Install the command line tool¶
Access API calls from the command line via mini-buildd-tool
:
# apt-get install python-mini-buildd
The remaining Quickstart will just use mini-buildd-tool
as
example, however the API could also just be accessed via the web
interface.
Setup your user account¶
A user account may be needed to, for example, create package subscriptions, access restricted API calls, or upload your GnuPG public key.
- Register a user account.
- Setup your profile (package subscriptions, GnuPG key upload).
Setup dput¶
Install dput
, and setup your ~/.dput.cf
:
# apt-get install dput
? mini-buildd-tool HOST getdputconf >>~/.dput.cf
Authorize yourself to do package uploads¶
Upload authorization works via a GnuPG allowed
keyring.
Note
For the administrator: See
/usr/share/doc/mini-buildd/examples/ssh-uploader-command
should you be interested in manually setting up a
ssh-based authorization wrapper.
As this depends on the setup of the mini-buildd instance and/or repository your are using, this cannot be answered generically.
You will be able to upload to a repository when
- the repository you upload for has authorization disabled
completely (like in the sandbox repository
test
). - your key is included in the per-repository predefined GnuPG keyrings.
- your django user account profile has your GnuPG key uploaded, and your account was approved and enabled for the repository.
For the latter, the workflow is roughly:
Workflow: Upload authorization via django user¶
- Create a new user account; either
- the user does it itself via the web application’s account manager, or
- the administrator creates the user via the web application’s configuration section.
- A GPG key is added to the user’s Uploader instance; either
- the user uploads his GnuPG key via the user’s profile, or
- the administrator inserts the GnuPG key to the user’s Uploader instance via the web application’s configuration section.
- The administrator (via web application’s configuration section)
- verifies and approves the user’s GnuPG key by activating the user’s Uploader instance.
- allows upload to specific repositories by changing the user’s Uploader instance.
Upload packages to mini-buildd¶
Just like always, via dput
. For the default configuration
you get via getdputconf
it’s something like:
? dput mini-buildd-ARCHIVE FOO.changes
Control your package build results¶
- Per notify (read: Email): A notification mail is sent to
- the uploader (unless the repository is not configured to do so, or the mail address does not match the allowed list),
- any subscriber or
- your Email is configured by the administrator to always be notified for that repository.

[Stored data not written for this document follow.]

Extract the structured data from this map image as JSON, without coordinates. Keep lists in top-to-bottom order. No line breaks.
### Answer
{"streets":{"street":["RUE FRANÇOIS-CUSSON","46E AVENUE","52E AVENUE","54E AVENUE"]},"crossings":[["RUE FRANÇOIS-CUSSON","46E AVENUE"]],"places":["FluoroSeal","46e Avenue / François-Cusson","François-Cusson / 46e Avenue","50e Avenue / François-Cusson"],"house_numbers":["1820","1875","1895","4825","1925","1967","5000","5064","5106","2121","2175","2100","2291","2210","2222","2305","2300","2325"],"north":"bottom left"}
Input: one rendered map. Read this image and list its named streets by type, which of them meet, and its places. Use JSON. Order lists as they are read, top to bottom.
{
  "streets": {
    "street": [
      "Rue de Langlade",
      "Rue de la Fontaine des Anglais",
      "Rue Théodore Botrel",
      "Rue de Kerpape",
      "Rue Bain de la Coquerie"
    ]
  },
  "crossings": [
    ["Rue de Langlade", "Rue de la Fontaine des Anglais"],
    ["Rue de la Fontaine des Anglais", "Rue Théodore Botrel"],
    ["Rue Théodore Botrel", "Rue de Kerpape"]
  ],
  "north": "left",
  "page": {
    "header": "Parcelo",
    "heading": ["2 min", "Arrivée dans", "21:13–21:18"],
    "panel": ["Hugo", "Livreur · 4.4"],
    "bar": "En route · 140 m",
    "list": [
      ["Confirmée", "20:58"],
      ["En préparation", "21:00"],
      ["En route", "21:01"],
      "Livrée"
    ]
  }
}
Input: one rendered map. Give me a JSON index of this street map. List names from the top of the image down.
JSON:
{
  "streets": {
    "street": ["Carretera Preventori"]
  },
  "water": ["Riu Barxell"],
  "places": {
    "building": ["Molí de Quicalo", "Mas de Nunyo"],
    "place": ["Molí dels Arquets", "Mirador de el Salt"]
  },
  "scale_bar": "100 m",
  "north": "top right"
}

- Per web on mini-buildd’s home: You will always find the packages currently being build displayed here, plus a list of the last N packages build, and of course appropriate links to build logs, changes, etc.
Manage packages¶
You can search for (binary and source) package names via API:list, using shell-like patterns:
? mini-buildd-tool HOST list '*-archive-keyring'
You can view a source package overview via the API:show call (put in your actual daemon identity):
? mini-buildd-tool HOST show ARCHIVE-archive-keyring
You will find more options to manage packages like
API::migrate
, API::remove
, API::port
in this web
page overview.
Porting packages (“automatic no-changes ports”)¶
You can automatically port packages already in the repository
(API::port
) as well as arbitrary external source packages
(API::portext
).
For internal ports, checkout the options you have in the source package view; for external ports, go to mini-buildd’s home and check the options for the repositories.
Note
Internal ports may also be triggered automatically on uploads via a ‘magic lines’ in the Debian changelog, see (-> Manual).